Show all the lines in the data below that include the word "lineWidth".

Exercise data:
#####
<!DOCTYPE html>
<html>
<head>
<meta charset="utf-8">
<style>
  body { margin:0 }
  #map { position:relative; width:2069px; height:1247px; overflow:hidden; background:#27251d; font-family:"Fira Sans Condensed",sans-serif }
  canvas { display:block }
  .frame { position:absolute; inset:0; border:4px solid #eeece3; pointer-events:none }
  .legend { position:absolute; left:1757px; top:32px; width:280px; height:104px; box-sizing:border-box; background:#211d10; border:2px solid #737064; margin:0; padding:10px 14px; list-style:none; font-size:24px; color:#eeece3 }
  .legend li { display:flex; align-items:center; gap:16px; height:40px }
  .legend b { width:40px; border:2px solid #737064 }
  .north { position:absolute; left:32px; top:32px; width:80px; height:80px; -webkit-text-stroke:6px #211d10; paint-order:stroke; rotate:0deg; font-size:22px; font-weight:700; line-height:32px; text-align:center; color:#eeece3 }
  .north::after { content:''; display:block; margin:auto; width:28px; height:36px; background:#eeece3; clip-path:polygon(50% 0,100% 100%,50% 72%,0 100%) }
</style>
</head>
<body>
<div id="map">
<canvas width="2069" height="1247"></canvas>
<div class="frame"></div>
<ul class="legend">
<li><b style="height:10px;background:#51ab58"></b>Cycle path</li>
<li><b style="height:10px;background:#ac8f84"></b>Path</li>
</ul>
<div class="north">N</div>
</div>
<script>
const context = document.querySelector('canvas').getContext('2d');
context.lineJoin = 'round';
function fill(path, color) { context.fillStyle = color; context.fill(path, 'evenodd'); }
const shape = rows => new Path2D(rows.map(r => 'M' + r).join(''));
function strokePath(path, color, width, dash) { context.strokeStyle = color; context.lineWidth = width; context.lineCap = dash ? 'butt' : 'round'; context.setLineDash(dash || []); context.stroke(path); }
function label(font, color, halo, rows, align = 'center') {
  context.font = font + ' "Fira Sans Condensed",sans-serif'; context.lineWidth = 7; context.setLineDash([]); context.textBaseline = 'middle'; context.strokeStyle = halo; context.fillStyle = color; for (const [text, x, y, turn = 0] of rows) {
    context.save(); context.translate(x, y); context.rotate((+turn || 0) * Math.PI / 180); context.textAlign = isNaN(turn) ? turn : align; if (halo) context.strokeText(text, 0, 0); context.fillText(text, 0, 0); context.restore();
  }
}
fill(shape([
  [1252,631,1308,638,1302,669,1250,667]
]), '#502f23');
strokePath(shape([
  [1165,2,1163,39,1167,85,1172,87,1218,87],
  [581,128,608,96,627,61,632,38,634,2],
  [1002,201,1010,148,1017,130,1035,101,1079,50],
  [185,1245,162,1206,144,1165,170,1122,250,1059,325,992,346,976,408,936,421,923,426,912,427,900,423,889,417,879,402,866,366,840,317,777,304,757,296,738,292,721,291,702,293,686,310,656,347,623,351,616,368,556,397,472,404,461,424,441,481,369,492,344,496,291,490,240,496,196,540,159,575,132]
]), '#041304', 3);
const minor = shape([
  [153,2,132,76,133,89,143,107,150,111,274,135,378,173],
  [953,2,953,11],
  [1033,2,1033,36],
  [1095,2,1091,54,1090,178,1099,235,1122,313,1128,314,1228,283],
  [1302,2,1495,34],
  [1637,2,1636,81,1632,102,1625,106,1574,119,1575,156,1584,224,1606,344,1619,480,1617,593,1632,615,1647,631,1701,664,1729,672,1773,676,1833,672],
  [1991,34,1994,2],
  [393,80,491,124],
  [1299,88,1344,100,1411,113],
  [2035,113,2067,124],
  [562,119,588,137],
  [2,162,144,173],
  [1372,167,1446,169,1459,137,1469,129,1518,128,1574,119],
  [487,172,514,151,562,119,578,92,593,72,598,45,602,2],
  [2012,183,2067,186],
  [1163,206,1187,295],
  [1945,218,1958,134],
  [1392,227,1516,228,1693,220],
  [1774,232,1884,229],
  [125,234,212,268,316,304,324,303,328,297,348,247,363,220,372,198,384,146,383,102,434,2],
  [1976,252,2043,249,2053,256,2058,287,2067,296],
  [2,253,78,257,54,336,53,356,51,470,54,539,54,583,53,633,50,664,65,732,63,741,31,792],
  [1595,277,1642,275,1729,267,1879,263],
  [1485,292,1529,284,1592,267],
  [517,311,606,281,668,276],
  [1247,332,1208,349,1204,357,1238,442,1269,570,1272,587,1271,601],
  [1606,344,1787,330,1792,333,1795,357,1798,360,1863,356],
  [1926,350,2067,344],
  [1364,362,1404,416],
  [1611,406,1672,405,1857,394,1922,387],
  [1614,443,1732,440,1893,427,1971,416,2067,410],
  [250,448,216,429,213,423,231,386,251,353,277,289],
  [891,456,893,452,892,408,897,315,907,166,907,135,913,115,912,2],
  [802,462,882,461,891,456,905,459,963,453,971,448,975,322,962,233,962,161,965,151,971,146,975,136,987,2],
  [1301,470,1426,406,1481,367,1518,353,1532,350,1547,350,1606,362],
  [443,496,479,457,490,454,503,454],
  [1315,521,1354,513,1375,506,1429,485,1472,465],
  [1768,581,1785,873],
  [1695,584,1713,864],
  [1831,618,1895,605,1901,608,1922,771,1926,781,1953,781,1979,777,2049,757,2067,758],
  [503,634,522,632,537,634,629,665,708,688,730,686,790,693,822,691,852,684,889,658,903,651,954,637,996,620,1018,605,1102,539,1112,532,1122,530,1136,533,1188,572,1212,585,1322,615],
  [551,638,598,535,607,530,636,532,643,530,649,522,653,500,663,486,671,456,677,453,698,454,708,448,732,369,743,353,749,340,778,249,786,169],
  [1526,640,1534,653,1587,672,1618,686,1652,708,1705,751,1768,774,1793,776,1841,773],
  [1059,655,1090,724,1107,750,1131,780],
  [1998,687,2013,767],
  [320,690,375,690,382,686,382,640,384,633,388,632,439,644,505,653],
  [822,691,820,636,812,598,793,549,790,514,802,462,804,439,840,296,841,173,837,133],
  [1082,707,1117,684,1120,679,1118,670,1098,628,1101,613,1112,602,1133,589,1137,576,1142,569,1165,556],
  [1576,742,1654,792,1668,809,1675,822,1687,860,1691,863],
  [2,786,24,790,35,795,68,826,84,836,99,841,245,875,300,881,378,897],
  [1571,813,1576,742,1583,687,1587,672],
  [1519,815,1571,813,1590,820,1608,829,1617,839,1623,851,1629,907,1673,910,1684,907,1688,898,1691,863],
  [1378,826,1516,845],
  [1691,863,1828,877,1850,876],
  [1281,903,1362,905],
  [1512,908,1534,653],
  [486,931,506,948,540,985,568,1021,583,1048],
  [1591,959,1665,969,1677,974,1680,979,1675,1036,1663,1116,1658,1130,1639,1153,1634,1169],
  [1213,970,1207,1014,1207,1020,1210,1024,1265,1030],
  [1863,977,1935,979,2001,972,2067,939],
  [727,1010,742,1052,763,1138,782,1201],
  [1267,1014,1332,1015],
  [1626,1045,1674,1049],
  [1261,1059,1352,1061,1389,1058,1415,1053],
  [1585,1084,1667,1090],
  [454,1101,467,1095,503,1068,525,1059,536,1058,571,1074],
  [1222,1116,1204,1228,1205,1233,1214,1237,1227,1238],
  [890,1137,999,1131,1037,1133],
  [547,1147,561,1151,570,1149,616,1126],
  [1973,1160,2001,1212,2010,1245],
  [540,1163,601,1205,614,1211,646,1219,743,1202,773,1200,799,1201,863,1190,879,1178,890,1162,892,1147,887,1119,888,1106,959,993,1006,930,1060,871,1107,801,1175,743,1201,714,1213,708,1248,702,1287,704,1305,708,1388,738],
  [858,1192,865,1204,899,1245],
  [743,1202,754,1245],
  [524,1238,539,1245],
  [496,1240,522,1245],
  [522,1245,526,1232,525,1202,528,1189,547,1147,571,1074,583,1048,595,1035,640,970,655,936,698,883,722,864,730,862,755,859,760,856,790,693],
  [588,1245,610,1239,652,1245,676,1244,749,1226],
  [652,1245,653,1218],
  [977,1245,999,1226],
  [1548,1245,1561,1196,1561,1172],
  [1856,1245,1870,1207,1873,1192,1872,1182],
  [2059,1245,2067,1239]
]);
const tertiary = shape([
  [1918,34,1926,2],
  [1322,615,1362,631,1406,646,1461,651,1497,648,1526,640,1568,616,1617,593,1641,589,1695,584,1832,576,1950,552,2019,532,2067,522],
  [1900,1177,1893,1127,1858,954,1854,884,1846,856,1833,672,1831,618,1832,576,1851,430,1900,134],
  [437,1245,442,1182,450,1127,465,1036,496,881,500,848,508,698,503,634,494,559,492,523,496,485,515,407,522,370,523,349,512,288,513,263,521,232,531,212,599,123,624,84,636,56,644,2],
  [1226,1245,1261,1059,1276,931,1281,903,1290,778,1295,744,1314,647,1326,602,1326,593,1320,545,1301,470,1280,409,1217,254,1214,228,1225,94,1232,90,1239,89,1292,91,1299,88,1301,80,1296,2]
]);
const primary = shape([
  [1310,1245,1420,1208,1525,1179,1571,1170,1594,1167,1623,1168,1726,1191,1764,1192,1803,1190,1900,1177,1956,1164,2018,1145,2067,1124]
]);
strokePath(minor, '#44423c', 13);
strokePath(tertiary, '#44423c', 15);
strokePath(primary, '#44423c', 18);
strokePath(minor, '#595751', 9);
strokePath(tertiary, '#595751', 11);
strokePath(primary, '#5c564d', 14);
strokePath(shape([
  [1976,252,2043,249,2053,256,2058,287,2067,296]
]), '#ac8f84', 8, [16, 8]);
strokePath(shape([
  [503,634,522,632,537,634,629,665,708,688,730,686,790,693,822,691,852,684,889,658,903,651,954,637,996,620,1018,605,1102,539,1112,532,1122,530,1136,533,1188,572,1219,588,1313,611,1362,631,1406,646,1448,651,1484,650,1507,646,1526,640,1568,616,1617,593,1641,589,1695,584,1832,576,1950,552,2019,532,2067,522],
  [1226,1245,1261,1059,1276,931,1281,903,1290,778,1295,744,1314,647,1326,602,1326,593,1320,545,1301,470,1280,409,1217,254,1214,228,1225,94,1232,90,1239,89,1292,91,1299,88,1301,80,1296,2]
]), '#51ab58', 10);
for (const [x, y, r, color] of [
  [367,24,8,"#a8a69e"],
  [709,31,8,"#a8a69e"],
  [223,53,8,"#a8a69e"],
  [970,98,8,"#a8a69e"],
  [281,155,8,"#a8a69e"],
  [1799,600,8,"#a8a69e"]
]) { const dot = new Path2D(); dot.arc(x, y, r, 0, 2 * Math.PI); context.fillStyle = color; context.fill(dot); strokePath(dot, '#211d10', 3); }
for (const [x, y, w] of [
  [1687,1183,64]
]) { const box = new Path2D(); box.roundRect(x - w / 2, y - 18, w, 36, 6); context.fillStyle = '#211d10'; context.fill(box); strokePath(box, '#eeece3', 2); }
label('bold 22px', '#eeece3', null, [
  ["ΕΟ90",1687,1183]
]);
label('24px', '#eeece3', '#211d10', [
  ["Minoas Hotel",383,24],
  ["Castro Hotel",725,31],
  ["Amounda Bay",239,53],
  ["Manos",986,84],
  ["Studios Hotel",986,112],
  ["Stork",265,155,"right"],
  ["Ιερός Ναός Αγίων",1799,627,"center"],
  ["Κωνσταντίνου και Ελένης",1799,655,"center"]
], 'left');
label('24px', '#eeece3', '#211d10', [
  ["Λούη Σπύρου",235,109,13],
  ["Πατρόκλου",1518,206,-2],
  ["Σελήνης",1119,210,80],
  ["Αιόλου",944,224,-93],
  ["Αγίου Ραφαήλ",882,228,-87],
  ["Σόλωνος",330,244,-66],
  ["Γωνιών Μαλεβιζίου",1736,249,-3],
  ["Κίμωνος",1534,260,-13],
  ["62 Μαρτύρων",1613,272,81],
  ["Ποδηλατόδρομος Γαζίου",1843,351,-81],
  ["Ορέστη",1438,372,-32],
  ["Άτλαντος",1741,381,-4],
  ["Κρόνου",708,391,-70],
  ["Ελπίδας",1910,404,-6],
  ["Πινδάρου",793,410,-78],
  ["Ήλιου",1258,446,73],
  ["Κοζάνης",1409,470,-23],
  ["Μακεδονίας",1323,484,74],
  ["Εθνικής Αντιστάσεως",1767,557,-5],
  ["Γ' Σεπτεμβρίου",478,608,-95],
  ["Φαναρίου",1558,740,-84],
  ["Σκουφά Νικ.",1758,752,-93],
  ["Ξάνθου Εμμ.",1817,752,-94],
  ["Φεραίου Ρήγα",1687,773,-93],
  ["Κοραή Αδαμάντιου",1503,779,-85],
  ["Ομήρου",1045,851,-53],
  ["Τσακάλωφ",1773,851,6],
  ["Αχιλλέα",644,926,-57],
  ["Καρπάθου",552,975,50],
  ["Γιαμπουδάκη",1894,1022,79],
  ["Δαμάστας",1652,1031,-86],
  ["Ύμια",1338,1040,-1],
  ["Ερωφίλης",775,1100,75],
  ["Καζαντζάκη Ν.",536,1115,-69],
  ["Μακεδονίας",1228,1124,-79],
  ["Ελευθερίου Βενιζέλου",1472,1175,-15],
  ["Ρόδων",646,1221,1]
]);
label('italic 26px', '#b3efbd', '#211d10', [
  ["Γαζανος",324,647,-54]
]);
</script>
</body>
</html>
#####
Solution to this exercise:
function strokePath(path, color, width, dash) { context.strokeStyle = color; context.lineWidth = width; context.lineCap = dash ? 'butt' : 'round'; context.setLineDash(dash || []); context.stroke(path); }
  context.font = font + ' "Fira Sans Condensed",sans-serif'; context.lineWidth = 7; context.setLineDash([]); context.textBaseline = 'middle'; context.strokeStyle = halo; context.fillStyle = color; for (const [text, x, y, turn = 0] of rows) {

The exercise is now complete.